Esta semana, ESET, compañía líder en ciberseguridad, ha detectado dos recientes amenazas involucrando el Snake Keylogger, un tipo de malware diseñado para robar credenciales de acceso a sistemas y servicios en línea. En los últimos casos detectados, se han usado conocidas marcas españolas como Repsol y el Banco Santander para hacer creer a las víctimas que tienen una factura pendiente de pago o una revisión de presupuesto.
Método de ataque e infección de los sistemas
El mercado de los infostealers está dominado por varias familias como Agent Tesla, Formbook, Lumma Stealer o, como el caso que nos ocupa Snake Keylogger. Sin embargo, todas estas amenazas tienen la misma finalidad: robar credenciales de todo tipo almacenadas en los sistemas que infectan. Estas credenciales pueden pertenecer a cuentas de correo, VPNs o incluso a servicios de juegos online o servicios relacionados con criptomonedas. Todas estas credenciales robadas les sirven a los delincuentes para sacar un beneficio económico de forma directa o indirecta.
La forma de actuar de estas amenazas también suele ser similar ya que, una vez el usuario ha caído en la trampa y ha ejecutado el fichero adjunto malicioso se inicia la cadena de infección, que termina descargando el infostealer elegido para una campaña en concreto, recopilando todas las credenciales que pueda del sistema (obteniéndolas, por ejemplo, de los navegadores usados por la víctima) y enviándoselas a los delincuentes.
Una de las técnicas más utilizadas en estas campañas es el envío de correos electrónicos fraudulentos que simulan provenir de empresas reconocidas. Los correos suelen estar bien diseñados, con logotipos y formatos creíbles, pero tienen señales de alerta, como errores en el remitente o enlaces inactivos que solo son imágenes. En muchos casos, los atacantes utilizan direcciones legítimas que han sido previamente comprometidas, permitiendo que sus mensajes no sean bloqueados por filtros de spam durante las primeras horas del ataque.
El archivo adjunto en estos correos no es una factura real, sino un script malicioso que, al ejecutarse, inicia una cadena de infección mediante comandos de PowerShell. Este proceso permite la instalación del Snake Keylogger, que se encarga de recopilar credenciales almacenadas en navegadores y otros sistemas del usuario.

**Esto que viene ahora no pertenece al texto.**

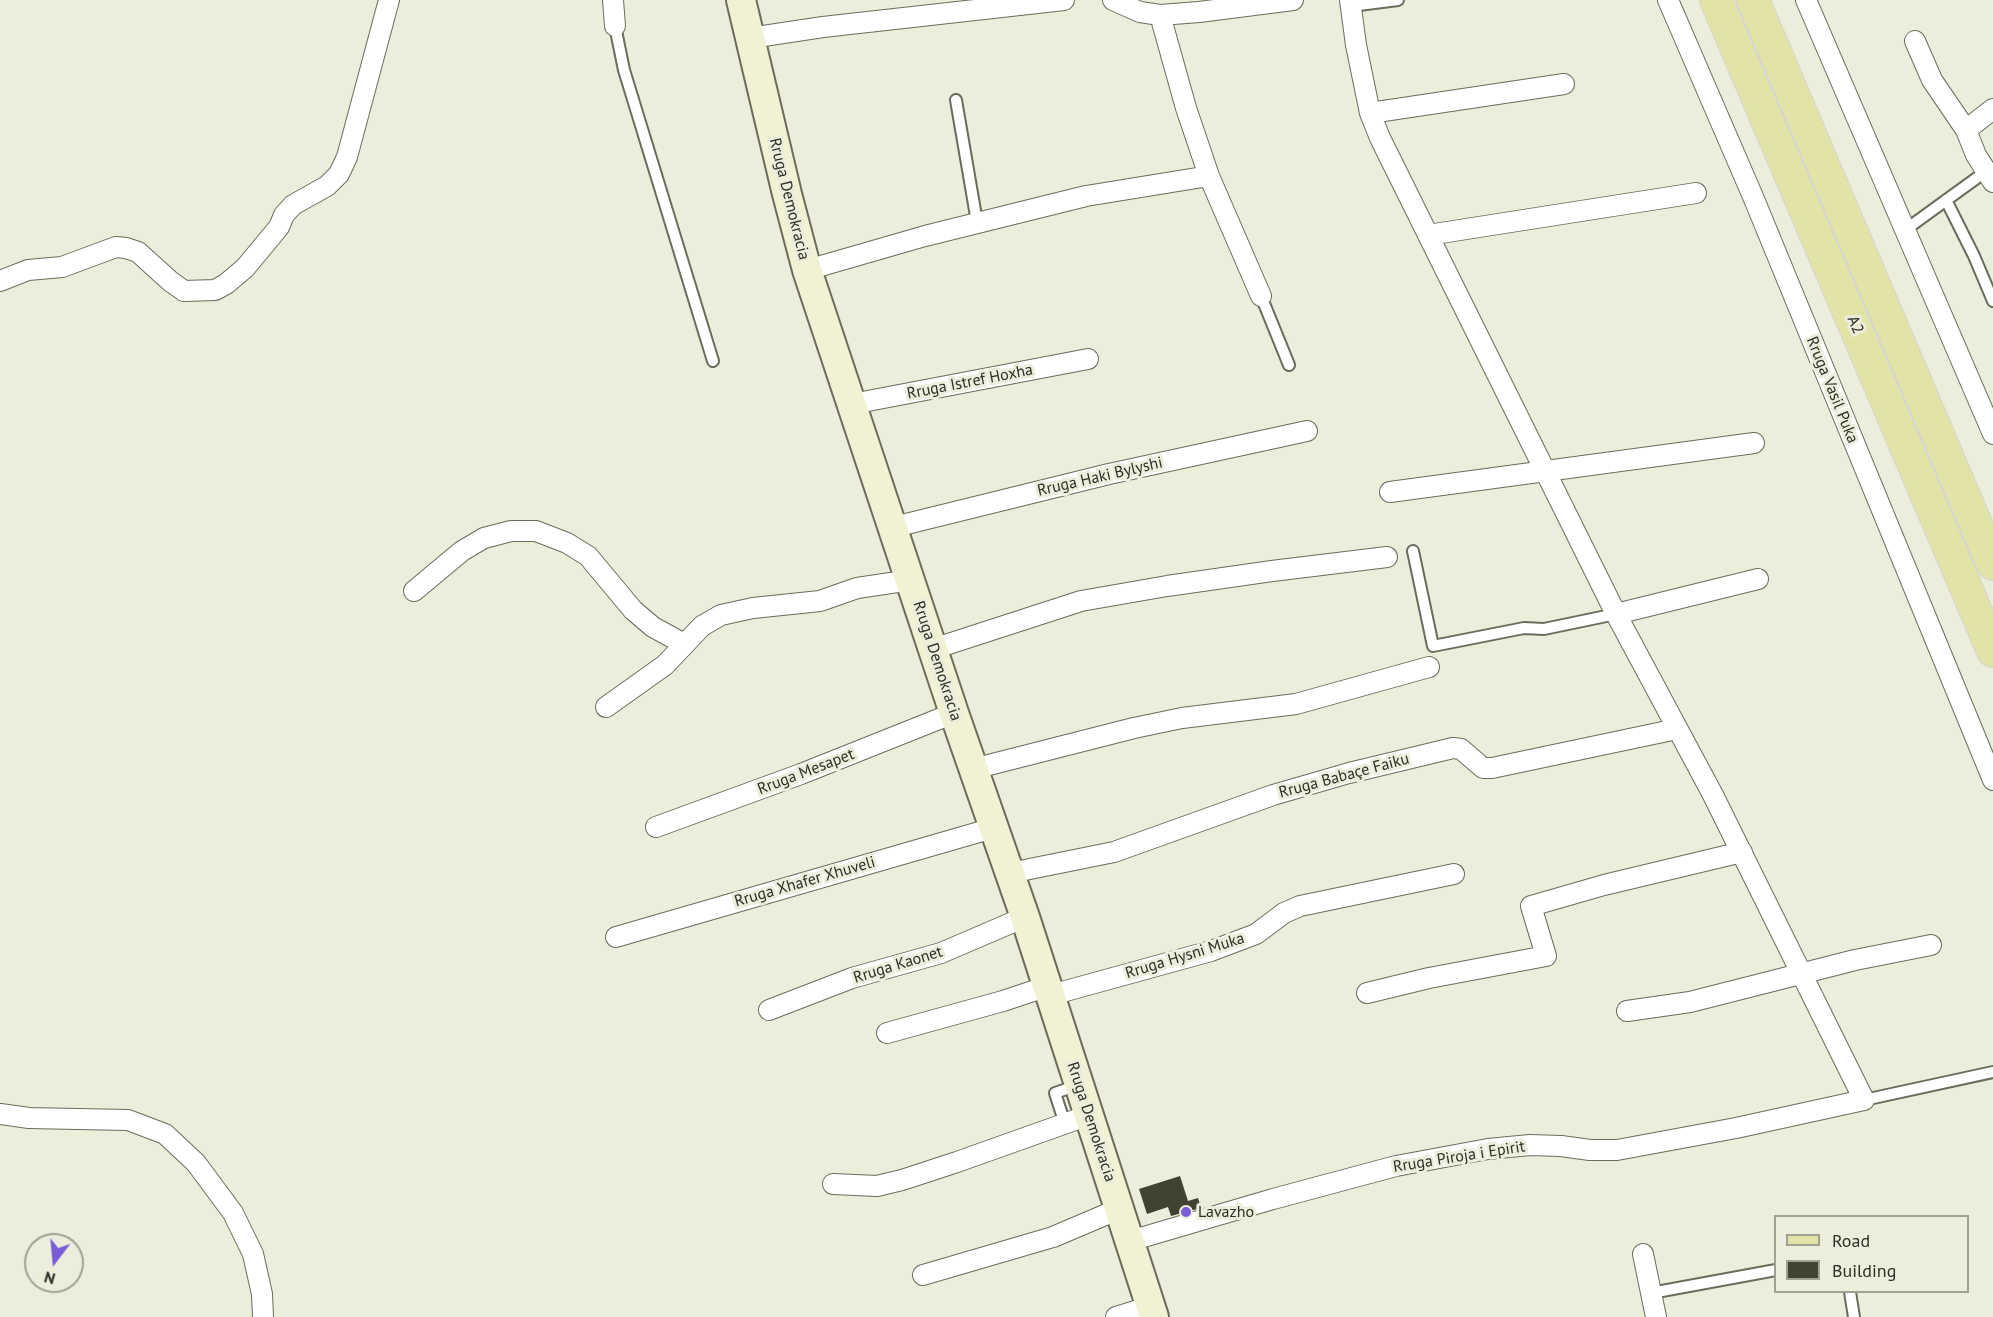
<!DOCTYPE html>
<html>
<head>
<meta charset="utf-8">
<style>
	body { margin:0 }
	#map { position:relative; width:1993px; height:1317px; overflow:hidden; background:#ecedda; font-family:"PT Sans",sans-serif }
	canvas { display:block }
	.legend { position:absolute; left:1774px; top:1215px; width:195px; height:78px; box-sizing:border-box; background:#ecedda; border:2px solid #a0a192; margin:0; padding:8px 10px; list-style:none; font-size:18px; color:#2d2e26 }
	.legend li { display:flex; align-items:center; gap:12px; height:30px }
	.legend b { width:30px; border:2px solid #a0a192 }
	.north { position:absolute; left:24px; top:1233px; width:60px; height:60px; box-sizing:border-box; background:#ecedda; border:2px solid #a0a192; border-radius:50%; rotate:196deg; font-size:16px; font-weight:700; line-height:24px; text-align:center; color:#2d2e26 }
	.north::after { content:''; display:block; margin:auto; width:21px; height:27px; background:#785dd7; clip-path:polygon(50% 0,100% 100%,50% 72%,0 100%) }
</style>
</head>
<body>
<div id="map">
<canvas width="1993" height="1317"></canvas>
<ul class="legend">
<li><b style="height:8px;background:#e2e3a6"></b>Road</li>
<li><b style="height:16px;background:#414232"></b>Building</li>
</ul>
<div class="north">N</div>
</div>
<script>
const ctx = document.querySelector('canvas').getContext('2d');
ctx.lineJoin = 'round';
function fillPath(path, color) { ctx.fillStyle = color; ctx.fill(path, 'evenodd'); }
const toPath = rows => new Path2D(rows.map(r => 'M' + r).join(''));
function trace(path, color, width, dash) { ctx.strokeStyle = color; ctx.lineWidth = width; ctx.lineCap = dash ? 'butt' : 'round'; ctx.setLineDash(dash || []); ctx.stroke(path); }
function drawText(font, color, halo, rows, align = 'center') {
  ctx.font = font + ' "PT Sans",sans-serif'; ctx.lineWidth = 6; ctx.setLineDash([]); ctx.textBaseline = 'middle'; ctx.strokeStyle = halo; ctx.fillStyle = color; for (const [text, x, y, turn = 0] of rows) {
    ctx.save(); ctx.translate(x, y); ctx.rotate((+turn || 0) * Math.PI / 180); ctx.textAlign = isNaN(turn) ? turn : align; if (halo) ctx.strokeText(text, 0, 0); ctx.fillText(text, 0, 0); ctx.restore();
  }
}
const building = toPath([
	[1180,1176,1188,1201,1198,1198,1201,1208,1171,1216,1168,1207,1147,1214,1139,1189]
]);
const service = toPath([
	[1351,6,1398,0],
	[615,26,624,70,713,361],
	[956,100,977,222],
	[1946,200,1974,256,1993,301],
	[1905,230,1985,172],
	[1261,296,1289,365],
	[1413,551,1433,646,1524,628,1544,629,1616,614],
	[1864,1100,1993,1072],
	[1065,1124,1055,1093,1078,1085],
	[1850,1292,1854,1317],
	[1651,1293,1776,1270]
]);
const minor = toPath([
	[613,0,615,26],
	[1113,0,1140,12,1160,15,1199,12,1293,0],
	[1668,0,1754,199,1993,780],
	[1806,0,1993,434],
	[1160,15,1186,108,1209,176,1261,296],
	[750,38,823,27,1064,0],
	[1915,41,1932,80,1966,130,1976,155,1993,182],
	[1370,113,1564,84],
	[1966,130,1993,109],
	[1428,235,1696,193],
	[807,270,925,236,1086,196,1209,176],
	[0,281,28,270,62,267,116,247,126,248,138,252,170,281,184,291,215,290,226,284,245,268,279,227,284,215,293,205,327,186,339,174,347,157,389,0],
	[852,404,1088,359],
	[1390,492,1754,443],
	[894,527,1109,474,1307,431],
	[414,591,462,551,484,538,511,531,536,531,567,543,588,556,633,610,653,627,684,644],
	[1616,614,1758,579],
	[933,649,1081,601,1167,586,1272,571,1387,557],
	[606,707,665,665,702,626,721,615,753,608,820,601,857,588,911,580],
	[973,769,1134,728,1182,718,1296,704,1429,667],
	[656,827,801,774,954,713],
	[1010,873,1114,852,1273,795,1349,773,1453,748,1461,749,1483,768,1492,768,1677,729],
	[616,937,993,828],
	[1367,993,1429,978,1546,956,1531,906,1604,885,1742,852],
	[1051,995,1211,951,1256,934,1284,913,1300,906,1454,874],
	[769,1010,852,978,941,953,1025,917],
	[1627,1011,1690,1002,1855,960,1931,945],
	[887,1033,1003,1001,1048,986],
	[0,1114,29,1118,128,1120,165,1134,196,1163,233,1213,253,1254,262,1294,263,1317],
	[833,1184,877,1186,902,1180,957,1162,1089,1115],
	[1130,1241,1273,1199,1396,1166,1488,1149,1530,1145,1561,1146,1590,1150,1617,1150,1736,1128,1864,1100,1713,795,1616,614,1380,138,1370,113,1356,45,1350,0],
	[1643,1254,1656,1317],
	[923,1275,1053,1237,1119,1209],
	[1116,1317,1151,1306]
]);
const secondary = toPath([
	[741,0,787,194,807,270,954,713,1025,917,1154,1317]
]);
const primary = toPath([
	[1716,0,1993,651],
	[1753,0,1993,564]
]);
const markers = [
	[1186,1212,6,"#785dd7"]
];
const streetNames = [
	["Rruga Demokracia",789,199,76],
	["A2",1855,325,67],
	["Rruga Istref Hoxha",970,382,-11],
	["Rruga Vasil Puka",1832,390,68],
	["Rruga Haki Bylyshi",1100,477,-13],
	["Rruga Demokracia",937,661,72],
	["Rruga Mesapet",806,772,-21],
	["Rruga Babaçe Faiku",1344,776,-15],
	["Rruga Xhafer Xhuveli",805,882,-16],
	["Rruga Hysni Muka",1185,956,-17],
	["Rruga Kaonet",898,965,-17],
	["Rruga Demokracia",1091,1122,72],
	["Rruga Piroja i Epirit",1459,1157,-9]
];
const poiNames = [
	["Lavazho",1198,1212]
];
fillPath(building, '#414232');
trace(service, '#6b6c5b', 14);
trace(minor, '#6b6c5b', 22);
trace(secondary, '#6b6c5b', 32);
trace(primary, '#d5d5d4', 34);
trace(service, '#fff', 10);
trace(minor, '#fff', 20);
trace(secondary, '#f1f1d3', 28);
trace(primary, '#e2e3a6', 32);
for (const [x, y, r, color] of markers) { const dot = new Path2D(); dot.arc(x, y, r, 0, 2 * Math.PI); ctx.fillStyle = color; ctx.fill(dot); trace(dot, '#ecedda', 2); }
drawText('16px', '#2d2e26', '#ecedda', streetNames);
drawText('16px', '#2d2e26', '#ecedda', poiNames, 'left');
</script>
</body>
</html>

Algunas campañas recientes han empleado la variante VIPKeylogger, que ha sido usada por ciberdelincuentes desde 2020. Este malware permite a los atacantes acceder a cuentas de correo, VPNs, servicios bancarios, plataformas de criptomonedas y otros datos sensibles. Posteriormente, las credenciales robadas pueden ser vendidas en la dark web o utilizadas para nuevos ataques.
El impacto en las víctimas y como protegerse
Las empresas, especialmente las pymes, son las más afectadas por estas estafas. Con las credenciales robadas, los delincuentes pueden infiltrarse en redes corporativas, robar información confidencial e incluso usar los correos electrónicos de las víctimas para propagar nuevas campañas maliciosas.
“A pesar de que este tipo de ataques no son nuevos, siguen funcionando porque los ciberdelincuentes mejoran constantemente sus estrategias. La concienciación y la prevención son clave para evitar ser víctima de estas campañas fraudulentas”, comenta Josep Albors, director de investigación y concienciación de ESET España. Por ello, el experto advierte que, para evitar caer en estas trampas, es fundamental:
- Desconfiar de correos electrónicos con facturas inesperadas o urgentes.
- Revisar cuidadosamente el remitente y los enlaces antes de hacer clic.
- No descargar ni ejecutar archivos adjuntos sospechosos.
- Implementar medidas de seguridad como la autenticación en dos pasos.
- Contar con soluciones de ciberseguridad capaces de detectar estas amenazas antes de que causen daño.